Illinois didn't follow its own requirements in deciding medical marijuana licenses, lawsuit claims.
A new lawsuit challenges medical marijuana licensing in Illinois, claiming that the state failed to follow its own requirements for deciding who would get to grow and sell the drug.
In response, Gov. Bruce Rauner's administration agreed that the evaluation process started by former Gov. Pat Quinn's office was flawed, and pledged to cooperate with any court review of the program.
"We understood and acknowledged that the process the Quinn administration applied would likely expose the State to significant and costly litigation," Rauner's office stated in an email. "We believe the steps we took to fix the errors in the Quinn selection process reduce, but cannot entirely eliminate, the risk of litigation.
"We will fully participate in any judicial review of the selection process and comply with any orders issued by a court as it relates to this particular applicant or any other applicant that seeks a judicial review," the statement said.
The suit, filed by PM Rx LLC of Chicago, seeks a court order to prevent the state from issuing a final cultivation center license to competitor Cresco Labs LLC, to require the state to rescore the applications for court approval or to declare PM Rx the high scorer in District 21 in Kankakee.
The suit was filed Tuesday in Cook County and names the defendant as Philip Nelson, acting director of the state Department of Agriculture, which oversees the licensing of marijuana grow centers.
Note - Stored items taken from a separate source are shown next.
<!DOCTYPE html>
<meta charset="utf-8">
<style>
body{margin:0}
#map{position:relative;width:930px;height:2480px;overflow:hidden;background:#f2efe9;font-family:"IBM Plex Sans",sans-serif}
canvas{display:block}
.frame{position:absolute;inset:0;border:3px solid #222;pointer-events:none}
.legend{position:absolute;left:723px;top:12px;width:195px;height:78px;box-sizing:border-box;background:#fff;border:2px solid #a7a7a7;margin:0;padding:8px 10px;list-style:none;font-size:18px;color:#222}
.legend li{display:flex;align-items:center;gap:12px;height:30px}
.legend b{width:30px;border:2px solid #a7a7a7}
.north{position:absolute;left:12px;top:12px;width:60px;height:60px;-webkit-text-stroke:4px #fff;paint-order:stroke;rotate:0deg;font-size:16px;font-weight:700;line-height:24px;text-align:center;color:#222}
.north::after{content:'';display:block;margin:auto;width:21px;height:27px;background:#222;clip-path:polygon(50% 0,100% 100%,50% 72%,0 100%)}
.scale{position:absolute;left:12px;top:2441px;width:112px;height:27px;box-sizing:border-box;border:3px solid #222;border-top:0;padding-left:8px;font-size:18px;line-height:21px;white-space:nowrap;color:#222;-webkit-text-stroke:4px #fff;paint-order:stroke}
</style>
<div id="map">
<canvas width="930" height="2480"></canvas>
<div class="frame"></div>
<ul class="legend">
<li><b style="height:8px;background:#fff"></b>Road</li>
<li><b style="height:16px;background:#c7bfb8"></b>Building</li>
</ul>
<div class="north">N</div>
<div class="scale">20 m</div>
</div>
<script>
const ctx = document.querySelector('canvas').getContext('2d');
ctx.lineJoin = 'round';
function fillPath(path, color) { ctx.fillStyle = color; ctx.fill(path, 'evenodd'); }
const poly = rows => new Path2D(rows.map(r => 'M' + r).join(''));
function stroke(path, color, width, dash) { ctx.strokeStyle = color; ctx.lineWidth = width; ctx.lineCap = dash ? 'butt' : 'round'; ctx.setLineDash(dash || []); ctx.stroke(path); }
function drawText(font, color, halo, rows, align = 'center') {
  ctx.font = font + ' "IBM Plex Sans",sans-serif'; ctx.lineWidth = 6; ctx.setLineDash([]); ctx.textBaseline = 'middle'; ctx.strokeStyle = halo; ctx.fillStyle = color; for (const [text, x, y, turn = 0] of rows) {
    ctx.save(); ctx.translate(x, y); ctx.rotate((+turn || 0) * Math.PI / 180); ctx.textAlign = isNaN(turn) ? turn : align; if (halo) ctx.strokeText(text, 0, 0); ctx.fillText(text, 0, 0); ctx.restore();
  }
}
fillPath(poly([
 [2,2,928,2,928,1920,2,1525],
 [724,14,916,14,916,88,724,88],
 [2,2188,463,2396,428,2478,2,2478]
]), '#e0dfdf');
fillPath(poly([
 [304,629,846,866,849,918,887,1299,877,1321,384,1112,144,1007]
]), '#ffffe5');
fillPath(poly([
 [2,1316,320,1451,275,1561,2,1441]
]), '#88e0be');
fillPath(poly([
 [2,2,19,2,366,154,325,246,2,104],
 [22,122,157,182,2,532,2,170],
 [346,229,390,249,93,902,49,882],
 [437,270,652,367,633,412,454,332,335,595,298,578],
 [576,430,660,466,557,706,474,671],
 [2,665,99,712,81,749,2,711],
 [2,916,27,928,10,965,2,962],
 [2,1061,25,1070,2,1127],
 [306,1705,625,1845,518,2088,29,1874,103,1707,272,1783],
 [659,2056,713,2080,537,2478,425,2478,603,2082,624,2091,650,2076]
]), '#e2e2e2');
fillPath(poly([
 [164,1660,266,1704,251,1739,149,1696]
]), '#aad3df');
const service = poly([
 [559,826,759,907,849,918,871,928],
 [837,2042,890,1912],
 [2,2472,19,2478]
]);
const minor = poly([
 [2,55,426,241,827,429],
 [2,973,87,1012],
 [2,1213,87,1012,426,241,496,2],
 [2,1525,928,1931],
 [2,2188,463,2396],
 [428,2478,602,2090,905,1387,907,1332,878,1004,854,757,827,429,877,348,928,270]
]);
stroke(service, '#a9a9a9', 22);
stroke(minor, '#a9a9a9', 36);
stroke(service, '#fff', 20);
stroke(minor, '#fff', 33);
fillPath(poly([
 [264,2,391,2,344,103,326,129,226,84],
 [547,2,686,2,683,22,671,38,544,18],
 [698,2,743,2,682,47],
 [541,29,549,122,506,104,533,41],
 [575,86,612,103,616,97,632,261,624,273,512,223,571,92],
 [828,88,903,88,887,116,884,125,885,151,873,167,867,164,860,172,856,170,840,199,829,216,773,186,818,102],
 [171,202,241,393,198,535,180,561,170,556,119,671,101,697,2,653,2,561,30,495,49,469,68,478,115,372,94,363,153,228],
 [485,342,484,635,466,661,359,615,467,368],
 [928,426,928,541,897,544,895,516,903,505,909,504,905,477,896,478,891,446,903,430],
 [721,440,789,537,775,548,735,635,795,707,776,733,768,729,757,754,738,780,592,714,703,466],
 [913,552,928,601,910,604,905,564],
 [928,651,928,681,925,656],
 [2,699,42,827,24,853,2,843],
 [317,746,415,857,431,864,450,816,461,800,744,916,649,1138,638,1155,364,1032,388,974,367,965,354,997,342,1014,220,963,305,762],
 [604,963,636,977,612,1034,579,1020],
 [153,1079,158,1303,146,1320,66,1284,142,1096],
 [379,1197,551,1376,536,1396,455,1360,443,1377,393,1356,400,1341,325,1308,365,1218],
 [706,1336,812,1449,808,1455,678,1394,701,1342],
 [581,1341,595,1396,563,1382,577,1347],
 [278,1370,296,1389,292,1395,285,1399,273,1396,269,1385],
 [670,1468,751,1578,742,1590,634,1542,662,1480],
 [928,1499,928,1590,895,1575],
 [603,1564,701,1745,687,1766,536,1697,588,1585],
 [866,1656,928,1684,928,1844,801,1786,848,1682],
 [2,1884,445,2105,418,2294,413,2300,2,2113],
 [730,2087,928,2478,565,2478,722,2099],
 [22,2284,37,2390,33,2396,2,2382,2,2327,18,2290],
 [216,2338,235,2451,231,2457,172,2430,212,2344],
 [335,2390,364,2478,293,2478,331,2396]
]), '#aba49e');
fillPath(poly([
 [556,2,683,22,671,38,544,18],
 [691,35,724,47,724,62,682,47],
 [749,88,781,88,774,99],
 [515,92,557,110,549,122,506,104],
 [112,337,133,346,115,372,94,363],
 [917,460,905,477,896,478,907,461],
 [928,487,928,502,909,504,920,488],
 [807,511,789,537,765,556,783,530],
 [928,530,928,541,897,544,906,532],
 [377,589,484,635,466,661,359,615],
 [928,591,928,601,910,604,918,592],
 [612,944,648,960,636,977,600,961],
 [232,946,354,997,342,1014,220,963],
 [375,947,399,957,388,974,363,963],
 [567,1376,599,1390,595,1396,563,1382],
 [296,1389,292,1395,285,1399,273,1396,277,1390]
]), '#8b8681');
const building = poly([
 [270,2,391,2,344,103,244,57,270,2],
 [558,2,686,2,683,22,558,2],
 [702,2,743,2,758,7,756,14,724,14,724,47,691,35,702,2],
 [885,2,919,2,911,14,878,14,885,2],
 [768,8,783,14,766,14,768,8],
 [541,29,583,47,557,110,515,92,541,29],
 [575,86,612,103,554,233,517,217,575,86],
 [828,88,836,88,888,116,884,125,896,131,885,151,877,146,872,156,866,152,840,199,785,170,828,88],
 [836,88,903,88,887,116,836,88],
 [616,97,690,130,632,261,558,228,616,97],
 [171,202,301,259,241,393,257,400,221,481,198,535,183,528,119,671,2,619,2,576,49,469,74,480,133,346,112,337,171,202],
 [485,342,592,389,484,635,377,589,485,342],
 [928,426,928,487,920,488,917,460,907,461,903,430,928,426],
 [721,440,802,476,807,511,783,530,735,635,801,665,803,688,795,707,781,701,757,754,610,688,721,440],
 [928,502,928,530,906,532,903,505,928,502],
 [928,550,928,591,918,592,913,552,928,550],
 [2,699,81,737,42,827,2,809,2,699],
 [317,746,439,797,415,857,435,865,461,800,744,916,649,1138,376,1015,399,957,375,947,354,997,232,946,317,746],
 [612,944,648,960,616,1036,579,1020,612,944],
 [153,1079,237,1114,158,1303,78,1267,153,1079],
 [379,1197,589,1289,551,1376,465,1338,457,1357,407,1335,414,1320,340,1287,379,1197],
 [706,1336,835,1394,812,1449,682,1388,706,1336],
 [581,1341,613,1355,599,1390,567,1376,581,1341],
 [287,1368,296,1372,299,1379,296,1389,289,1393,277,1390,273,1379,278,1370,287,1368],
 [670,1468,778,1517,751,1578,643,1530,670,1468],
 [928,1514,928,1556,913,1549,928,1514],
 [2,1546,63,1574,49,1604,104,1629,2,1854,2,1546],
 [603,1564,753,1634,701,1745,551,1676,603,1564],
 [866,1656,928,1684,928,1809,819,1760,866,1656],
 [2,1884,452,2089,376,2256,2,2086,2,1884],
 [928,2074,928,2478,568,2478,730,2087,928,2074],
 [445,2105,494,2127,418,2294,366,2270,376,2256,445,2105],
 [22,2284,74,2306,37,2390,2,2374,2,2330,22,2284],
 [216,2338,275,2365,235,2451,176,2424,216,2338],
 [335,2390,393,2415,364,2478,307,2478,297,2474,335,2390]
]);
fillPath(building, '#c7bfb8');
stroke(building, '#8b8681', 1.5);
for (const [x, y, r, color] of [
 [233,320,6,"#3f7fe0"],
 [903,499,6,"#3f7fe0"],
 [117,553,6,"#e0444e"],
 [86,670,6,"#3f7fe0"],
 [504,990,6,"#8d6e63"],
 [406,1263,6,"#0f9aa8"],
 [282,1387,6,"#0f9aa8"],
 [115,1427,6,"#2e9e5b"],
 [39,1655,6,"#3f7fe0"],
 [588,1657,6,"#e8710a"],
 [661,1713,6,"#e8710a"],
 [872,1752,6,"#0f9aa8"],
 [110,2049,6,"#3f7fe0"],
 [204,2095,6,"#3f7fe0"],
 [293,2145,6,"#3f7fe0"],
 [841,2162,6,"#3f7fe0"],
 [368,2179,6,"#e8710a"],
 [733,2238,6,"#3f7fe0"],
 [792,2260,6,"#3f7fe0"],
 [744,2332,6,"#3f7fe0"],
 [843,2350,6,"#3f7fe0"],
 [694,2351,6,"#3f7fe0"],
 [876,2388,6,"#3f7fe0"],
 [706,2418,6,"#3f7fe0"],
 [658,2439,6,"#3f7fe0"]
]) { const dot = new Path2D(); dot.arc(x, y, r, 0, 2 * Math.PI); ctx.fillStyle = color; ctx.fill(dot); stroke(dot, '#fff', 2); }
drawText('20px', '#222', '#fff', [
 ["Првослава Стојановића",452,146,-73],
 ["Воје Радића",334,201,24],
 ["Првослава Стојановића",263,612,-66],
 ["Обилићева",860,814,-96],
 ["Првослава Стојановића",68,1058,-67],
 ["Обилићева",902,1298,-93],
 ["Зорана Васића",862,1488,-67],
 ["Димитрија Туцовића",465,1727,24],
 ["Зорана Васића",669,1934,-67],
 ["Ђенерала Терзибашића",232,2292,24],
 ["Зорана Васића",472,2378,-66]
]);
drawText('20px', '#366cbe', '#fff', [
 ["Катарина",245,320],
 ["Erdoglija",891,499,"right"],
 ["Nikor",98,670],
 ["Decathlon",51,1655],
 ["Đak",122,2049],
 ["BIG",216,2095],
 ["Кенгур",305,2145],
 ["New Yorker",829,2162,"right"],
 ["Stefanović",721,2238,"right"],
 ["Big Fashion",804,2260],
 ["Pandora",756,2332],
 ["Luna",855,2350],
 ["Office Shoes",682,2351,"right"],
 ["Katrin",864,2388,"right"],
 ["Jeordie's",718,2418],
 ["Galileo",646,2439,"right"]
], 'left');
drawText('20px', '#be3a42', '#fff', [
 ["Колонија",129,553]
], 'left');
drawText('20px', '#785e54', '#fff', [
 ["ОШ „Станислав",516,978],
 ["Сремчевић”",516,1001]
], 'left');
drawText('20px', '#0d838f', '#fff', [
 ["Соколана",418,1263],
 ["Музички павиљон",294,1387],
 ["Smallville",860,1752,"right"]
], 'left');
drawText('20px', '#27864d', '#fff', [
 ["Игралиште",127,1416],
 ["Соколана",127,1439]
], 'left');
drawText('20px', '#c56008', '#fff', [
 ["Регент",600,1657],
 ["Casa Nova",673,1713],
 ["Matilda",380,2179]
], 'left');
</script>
On Feb. 2, the Rauner administration named Cresco Labs as the winner of three of 21 cultivation center licenses statewide. Since then, Cresco has been seeking up to $30 million from investors, according to documents filed with the suit, even though all investors were to be identified ahead of time as part of each application.
The suit claims that Cresco scored lower than PM Rx but ended up with a higher score after a Cresco representative met with Quinn, despite a ban on regulators meeting with applicants during the selection process.
A spokesman for the former governor released a statement that said Quinn "did not have any meetings with any medical marijuana applicants to discuss their licensing applications.
"Furthermore, Governor Quinn had no involvement in the scoring and evaluation of applicants," spokesman Bill Morgan said, adding that state agencies handled the process. "Governor Quinn did not know the names or scores of any license applicants at any time."
In a statement, the company said: "We are not going to comment on the efforts of a company that is attempting to achieve in court what it failed to do with the State. Cresco Labs submitted comprehensive and thorough applications exceeding all of the State's very stringent requirements, and we stand behind our applications."
The suit cites a prior statement from Rauner's office identifying four problem areas with the evaluation process by Quinn's administration, which included "arbitrary scoring 'cut-offs' that ... effectively eliminated certain applicants."
Cresco did not address whether the Quinn meeting took place.
PM Rx claims in the suit that it spent at least $1 million to prepare its application, had secured a commitment letter from an investor for $10 million for the project and had $500,000 in liquid assets as required.
Cresco Labs President Joe Caltabiano said Wednesday that his firm met the state deadline for securing $2 million in bonds and paying $200,000 in permit fees for each of three licenses it won for cultivation centers in Kankakee, Joliet and just outside downstate Lincoln.
He said Cresco raised $4 million in equity last fall, as reflected in federal financial filings, and planned to begin building its facilities within a month and be operating within six months as required by the state.
Cresco was seeking additional investors as a commonly accepted business tactic to spread the investment risk, Caltabiano said, adding that any new investors would have to go through the same criminal background check as initial investors.
Earlier this month, another cultivation center license seeker, Shiloh Agronomics LLC, filed what was believed to be the first lawsuit over the licensing process. It claimed that Shelby County Community Services should not have gotten the license to grow pot near Champaign, because it is a not-for-profit entity that pledges not to violate federal law.
A state law took effect last year to make growing and selling marijuana legal for patients with any of about three dozen specified medical conditions, though the drug remains illegal under federal law. No medical cannabis is expected to be available in Illinois until summer because of delays in implementing the program.